▶ The task
Where the records hold the string "solid", show the whole line it sits on.

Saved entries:

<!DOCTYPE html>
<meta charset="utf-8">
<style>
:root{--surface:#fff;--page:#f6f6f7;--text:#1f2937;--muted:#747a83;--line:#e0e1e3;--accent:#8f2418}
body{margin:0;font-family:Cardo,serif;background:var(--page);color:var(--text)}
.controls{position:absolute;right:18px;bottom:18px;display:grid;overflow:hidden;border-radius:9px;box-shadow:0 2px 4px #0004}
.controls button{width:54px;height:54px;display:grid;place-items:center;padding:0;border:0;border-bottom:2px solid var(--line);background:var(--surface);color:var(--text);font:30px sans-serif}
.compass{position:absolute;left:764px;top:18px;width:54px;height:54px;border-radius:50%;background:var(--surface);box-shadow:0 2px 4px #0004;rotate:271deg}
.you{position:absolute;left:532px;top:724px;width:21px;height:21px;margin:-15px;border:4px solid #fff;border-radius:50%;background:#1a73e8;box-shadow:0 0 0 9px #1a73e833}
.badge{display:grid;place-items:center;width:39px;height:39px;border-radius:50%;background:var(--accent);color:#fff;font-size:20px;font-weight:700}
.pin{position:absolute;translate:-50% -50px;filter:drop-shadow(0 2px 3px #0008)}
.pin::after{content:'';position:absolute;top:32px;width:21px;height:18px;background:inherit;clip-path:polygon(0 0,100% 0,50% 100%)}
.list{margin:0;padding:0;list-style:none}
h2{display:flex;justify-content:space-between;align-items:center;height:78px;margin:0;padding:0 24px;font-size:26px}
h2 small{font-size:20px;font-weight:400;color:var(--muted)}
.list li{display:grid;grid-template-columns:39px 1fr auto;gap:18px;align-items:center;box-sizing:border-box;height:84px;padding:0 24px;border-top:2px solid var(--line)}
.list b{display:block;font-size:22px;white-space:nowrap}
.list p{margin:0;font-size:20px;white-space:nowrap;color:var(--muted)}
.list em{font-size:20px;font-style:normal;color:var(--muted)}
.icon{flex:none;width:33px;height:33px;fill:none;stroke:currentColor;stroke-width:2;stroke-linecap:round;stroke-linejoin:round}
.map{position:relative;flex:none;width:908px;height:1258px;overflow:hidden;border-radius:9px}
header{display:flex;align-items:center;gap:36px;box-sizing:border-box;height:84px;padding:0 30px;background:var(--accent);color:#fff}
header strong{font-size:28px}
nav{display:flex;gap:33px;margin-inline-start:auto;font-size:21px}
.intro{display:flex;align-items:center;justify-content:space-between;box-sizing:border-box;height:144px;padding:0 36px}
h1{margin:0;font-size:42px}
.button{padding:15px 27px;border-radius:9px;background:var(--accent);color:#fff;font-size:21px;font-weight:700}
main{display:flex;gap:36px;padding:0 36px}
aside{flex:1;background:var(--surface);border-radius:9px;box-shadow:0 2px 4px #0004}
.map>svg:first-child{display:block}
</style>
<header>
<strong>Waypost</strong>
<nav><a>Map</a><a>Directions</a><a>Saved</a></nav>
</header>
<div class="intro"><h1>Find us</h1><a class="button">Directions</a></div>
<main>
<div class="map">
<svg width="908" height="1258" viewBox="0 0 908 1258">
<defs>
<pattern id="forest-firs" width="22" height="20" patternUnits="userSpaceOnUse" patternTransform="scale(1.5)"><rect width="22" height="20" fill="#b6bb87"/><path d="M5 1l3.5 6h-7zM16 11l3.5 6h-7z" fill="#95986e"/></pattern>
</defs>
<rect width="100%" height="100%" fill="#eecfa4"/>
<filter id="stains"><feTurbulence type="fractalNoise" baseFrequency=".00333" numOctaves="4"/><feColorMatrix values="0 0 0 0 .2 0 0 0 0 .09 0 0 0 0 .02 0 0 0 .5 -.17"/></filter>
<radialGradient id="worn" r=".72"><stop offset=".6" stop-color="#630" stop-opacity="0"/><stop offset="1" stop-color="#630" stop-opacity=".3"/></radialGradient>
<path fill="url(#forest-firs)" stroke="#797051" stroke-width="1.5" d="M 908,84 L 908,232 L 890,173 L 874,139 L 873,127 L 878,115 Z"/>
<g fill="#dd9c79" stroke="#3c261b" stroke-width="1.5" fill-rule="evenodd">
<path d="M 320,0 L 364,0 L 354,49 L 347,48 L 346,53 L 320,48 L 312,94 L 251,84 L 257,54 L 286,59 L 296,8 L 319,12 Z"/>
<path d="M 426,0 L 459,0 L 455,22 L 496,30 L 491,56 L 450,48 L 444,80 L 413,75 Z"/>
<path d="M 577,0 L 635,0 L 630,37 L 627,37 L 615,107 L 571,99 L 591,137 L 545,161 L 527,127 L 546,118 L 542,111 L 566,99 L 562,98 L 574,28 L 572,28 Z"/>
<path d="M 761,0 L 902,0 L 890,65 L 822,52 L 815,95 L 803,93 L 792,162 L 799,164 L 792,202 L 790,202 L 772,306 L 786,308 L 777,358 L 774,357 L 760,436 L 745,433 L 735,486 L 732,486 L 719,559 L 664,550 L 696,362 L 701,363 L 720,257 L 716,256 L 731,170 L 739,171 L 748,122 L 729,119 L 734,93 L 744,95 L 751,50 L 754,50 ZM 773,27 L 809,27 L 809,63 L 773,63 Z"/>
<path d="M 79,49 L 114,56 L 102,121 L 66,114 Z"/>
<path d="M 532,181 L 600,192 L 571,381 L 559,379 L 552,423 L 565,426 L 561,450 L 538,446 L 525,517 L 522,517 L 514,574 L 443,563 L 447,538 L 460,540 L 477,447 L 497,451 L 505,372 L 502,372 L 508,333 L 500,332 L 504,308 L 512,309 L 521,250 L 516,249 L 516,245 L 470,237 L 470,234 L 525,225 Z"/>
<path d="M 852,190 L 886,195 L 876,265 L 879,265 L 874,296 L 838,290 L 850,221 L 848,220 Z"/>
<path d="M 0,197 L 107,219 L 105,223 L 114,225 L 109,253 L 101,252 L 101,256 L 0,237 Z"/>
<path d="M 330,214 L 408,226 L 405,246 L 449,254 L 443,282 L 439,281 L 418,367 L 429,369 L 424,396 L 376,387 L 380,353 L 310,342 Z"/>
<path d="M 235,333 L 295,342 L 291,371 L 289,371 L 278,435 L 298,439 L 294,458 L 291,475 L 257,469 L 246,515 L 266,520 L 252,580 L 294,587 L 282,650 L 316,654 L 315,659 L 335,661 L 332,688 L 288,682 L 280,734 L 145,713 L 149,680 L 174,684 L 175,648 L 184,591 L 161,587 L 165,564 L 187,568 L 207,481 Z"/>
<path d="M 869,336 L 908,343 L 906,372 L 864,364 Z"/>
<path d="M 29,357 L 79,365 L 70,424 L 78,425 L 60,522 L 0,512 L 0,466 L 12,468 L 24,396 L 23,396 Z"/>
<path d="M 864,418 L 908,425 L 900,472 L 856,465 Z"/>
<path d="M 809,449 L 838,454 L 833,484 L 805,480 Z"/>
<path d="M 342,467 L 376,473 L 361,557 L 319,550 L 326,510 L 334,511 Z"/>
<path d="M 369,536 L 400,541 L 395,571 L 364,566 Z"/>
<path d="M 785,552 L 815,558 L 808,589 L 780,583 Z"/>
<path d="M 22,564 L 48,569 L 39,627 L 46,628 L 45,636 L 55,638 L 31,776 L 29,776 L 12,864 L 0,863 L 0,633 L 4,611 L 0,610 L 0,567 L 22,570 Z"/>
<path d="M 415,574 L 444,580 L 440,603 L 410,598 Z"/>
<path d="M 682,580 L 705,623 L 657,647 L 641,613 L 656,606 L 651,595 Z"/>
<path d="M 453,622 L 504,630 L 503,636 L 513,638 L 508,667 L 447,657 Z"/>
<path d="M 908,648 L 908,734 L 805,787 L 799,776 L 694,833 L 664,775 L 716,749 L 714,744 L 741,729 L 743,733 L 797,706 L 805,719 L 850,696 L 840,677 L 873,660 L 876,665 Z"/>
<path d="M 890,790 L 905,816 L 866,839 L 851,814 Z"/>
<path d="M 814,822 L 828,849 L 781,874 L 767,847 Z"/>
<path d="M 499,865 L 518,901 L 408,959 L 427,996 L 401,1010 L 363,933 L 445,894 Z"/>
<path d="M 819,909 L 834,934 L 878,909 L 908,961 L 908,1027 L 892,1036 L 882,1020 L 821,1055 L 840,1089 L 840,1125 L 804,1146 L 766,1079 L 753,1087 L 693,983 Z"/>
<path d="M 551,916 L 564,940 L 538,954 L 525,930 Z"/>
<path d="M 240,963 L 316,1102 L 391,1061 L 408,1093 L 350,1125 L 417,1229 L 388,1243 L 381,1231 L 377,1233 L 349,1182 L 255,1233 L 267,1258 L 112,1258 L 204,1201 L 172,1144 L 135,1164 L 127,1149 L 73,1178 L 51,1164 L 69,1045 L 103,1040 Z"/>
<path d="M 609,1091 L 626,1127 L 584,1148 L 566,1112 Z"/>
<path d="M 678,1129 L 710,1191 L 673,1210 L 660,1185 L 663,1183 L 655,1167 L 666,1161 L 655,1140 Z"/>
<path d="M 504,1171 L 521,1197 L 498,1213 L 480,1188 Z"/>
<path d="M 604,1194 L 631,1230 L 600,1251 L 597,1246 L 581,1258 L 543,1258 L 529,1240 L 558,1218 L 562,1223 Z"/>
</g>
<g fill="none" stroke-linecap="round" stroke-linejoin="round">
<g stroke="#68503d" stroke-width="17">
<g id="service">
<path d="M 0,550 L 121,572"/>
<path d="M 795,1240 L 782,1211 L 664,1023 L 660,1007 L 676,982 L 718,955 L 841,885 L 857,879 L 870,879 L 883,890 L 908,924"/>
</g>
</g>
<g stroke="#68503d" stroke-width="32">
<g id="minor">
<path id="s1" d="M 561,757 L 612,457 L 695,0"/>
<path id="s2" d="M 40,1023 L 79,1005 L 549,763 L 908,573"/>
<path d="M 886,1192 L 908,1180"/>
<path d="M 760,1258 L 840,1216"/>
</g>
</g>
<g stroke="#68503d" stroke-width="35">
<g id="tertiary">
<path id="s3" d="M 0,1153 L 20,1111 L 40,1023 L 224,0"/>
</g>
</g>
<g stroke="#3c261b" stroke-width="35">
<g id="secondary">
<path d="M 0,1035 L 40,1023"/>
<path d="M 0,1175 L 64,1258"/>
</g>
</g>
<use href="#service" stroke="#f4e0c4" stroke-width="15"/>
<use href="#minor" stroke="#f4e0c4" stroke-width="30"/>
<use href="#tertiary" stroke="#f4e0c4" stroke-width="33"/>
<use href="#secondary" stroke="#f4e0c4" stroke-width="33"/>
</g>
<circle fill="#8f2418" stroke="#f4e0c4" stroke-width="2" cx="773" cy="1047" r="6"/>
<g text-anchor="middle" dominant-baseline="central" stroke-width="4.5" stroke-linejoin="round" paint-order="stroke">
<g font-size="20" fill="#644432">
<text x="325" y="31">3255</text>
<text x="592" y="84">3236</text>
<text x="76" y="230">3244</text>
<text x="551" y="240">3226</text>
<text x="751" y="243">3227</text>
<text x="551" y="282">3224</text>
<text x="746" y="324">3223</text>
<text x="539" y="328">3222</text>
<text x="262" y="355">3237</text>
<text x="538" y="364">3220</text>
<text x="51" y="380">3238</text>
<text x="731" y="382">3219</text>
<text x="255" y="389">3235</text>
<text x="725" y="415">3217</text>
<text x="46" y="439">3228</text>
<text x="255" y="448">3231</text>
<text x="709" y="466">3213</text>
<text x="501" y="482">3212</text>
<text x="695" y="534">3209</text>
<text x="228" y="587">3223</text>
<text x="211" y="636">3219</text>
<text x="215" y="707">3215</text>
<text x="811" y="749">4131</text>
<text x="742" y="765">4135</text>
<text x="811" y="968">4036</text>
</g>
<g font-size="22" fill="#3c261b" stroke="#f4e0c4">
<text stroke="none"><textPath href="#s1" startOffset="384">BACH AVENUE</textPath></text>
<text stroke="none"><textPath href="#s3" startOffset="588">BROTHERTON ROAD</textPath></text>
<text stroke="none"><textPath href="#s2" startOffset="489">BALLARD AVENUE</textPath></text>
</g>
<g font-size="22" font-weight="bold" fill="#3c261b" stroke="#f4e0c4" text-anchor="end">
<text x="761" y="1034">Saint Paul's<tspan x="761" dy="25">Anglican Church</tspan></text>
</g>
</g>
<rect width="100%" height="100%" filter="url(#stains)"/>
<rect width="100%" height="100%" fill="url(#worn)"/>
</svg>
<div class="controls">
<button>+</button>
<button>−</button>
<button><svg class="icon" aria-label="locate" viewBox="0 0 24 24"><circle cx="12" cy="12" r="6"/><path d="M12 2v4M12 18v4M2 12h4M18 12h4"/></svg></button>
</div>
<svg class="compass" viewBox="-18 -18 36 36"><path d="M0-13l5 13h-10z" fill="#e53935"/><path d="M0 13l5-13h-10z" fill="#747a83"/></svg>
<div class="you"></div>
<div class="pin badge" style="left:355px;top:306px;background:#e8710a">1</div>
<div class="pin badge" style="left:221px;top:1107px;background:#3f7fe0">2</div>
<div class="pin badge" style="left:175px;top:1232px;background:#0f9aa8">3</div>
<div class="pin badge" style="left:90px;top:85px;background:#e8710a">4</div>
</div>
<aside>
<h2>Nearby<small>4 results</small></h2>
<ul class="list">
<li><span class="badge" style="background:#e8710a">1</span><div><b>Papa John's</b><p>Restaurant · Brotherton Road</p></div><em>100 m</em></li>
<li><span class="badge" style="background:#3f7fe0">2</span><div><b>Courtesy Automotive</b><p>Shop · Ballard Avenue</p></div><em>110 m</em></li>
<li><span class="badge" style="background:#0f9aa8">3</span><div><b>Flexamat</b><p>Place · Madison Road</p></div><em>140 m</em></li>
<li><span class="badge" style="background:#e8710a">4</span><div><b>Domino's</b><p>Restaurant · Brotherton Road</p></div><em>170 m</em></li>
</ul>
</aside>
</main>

▶ Exercise response
.controls button{width:54px;height:54px;display:grid;place-items:center;padding:0;border:0;border-bottom:2px solid var(--line);background:var(--surface);color:var(--text);font:30px sans-serif}
.you{position:absolute;left:532px;top:724px;width:21px;height:21px;margin:-15px;border:4px solid #fff;border-radius:50%;background:#1a73e8;box-shadow:0 0 0 9px #1a73e833}
.list li{display:grid;grid-template-columns:39px 1fr auto;gap:18px;align-items:center;box-sizing:border-box;height:84px;padding:0 24px;border-top:2px solid var(--line)}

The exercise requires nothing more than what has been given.